Viewing capacity: the quietly forgotten bottleneck

Here is the resource that surprises almost everyone the first time: the client — the operator's computer or video wall — is frequently the weakest link in a scaled system, and it has nothing to do with recording. The reason is that watching live video means decoding it (decompressing each stream into pixels), and decoding is expensive.

A modern PC with a contemporary graphics processor (GPU) can decode roughly 150 frames per second of 1080p H.264 — which is only about five camera streams at 30 frames per second, or a single 4K stream. That is the wall. An operator who opens a 25-tile video wall of full-resolution streams will overwhelm a normal workstation long before the network or the recorders notice anything.

The surveillance industry solves this two ways, and a capacity plan should name both. First, substreams: most cameras emit a high-resolution main stream (for recording) and a low-resolution substream (for multi-camera viewing), so a video wall pulls 25 small substreams instead of 25 full streams, and the client decodes one main stream only when an operator zooms a tile to full screen. This is the same record-at-full-quality, view-at-low-quality trick that makes federation affordable across sites. Second, hardware-accelerated decoding: the VMS offloads decompression to the GPU (Intel Quick Sync or NVIDIA cards), which lets one machine show far more cameras than its CPU alone could.

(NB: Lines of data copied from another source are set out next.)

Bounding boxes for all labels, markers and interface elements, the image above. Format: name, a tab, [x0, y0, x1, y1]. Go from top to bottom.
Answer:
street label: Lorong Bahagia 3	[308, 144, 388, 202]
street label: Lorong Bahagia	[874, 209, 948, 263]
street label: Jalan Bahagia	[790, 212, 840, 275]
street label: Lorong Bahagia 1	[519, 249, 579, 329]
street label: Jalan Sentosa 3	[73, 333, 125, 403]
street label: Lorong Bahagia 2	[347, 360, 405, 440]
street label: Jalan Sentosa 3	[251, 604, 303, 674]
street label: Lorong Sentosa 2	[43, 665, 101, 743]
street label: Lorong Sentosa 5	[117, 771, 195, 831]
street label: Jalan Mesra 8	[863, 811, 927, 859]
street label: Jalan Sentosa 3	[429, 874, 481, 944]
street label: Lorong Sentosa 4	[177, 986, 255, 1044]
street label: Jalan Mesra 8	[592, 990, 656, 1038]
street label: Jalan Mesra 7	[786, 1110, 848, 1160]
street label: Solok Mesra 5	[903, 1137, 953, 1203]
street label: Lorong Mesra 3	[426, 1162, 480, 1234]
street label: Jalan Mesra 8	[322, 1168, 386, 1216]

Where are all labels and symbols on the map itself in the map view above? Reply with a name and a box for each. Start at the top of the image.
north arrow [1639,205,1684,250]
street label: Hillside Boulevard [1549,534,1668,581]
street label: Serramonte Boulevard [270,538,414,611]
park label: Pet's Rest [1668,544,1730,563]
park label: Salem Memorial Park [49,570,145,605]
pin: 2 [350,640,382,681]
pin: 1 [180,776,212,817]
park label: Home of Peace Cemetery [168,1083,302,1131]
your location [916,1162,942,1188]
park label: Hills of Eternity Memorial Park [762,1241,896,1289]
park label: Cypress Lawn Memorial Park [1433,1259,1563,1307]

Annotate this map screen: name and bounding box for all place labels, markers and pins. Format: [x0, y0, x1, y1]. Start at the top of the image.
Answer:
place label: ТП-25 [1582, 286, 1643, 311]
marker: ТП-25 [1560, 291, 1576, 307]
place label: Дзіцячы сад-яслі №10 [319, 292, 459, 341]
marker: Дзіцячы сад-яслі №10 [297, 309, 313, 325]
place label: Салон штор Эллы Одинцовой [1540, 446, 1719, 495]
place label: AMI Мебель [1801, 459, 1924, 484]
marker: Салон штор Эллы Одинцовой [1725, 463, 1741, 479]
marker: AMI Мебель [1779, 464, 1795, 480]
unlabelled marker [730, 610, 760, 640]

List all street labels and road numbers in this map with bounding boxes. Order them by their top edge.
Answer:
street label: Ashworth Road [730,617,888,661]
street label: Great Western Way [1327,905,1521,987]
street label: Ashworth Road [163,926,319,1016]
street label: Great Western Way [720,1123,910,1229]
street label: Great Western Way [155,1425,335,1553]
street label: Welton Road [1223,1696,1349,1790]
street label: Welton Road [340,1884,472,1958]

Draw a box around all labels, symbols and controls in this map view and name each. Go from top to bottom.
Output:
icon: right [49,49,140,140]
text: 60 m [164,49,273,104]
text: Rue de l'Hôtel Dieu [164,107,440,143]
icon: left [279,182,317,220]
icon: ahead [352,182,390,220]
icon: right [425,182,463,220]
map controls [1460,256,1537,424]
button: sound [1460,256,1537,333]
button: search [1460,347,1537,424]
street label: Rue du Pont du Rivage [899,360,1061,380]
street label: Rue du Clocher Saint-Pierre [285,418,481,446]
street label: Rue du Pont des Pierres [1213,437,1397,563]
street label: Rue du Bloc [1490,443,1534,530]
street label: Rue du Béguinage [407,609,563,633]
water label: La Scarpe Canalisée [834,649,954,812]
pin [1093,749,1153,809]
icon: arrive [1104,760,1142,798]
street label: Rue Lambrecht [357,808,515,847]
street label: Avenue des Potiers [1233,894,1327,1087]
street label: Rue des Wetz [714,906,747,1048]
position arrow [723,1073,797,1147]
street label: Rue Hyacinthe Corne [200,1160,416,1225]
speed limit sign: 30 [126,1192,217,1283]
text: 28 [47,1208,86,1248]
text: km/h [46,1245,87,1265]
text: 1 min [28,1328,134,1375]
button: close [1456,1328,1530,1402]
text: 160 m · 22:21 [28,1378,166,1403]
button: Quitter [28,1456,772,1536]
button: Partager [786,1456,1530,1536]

For sizing, the rough guide integrators use: a workstation driving a wall of about sixteen feeds wants an 8-core CPU and a hardware-decoding GPU; a heavy multi-monitor station pushing toward 400 cameras across nine displays wants dual or quad CPUs and serious GPU power. The number that matters is the total decode throughput (megabits per second the client must decompress), not the camera count.

Common mistake: planning recording and storage perfectly, then forgetting the client. A control room buys beautiful recorders and a big array, then puts a 64-camera video wall on an office PC and watches it stutter. The recorders are fine; the client cannot decode that many streams. Size viewing as its own budget — substreams for walls, hardware decode, and a workstation matched to the decode load.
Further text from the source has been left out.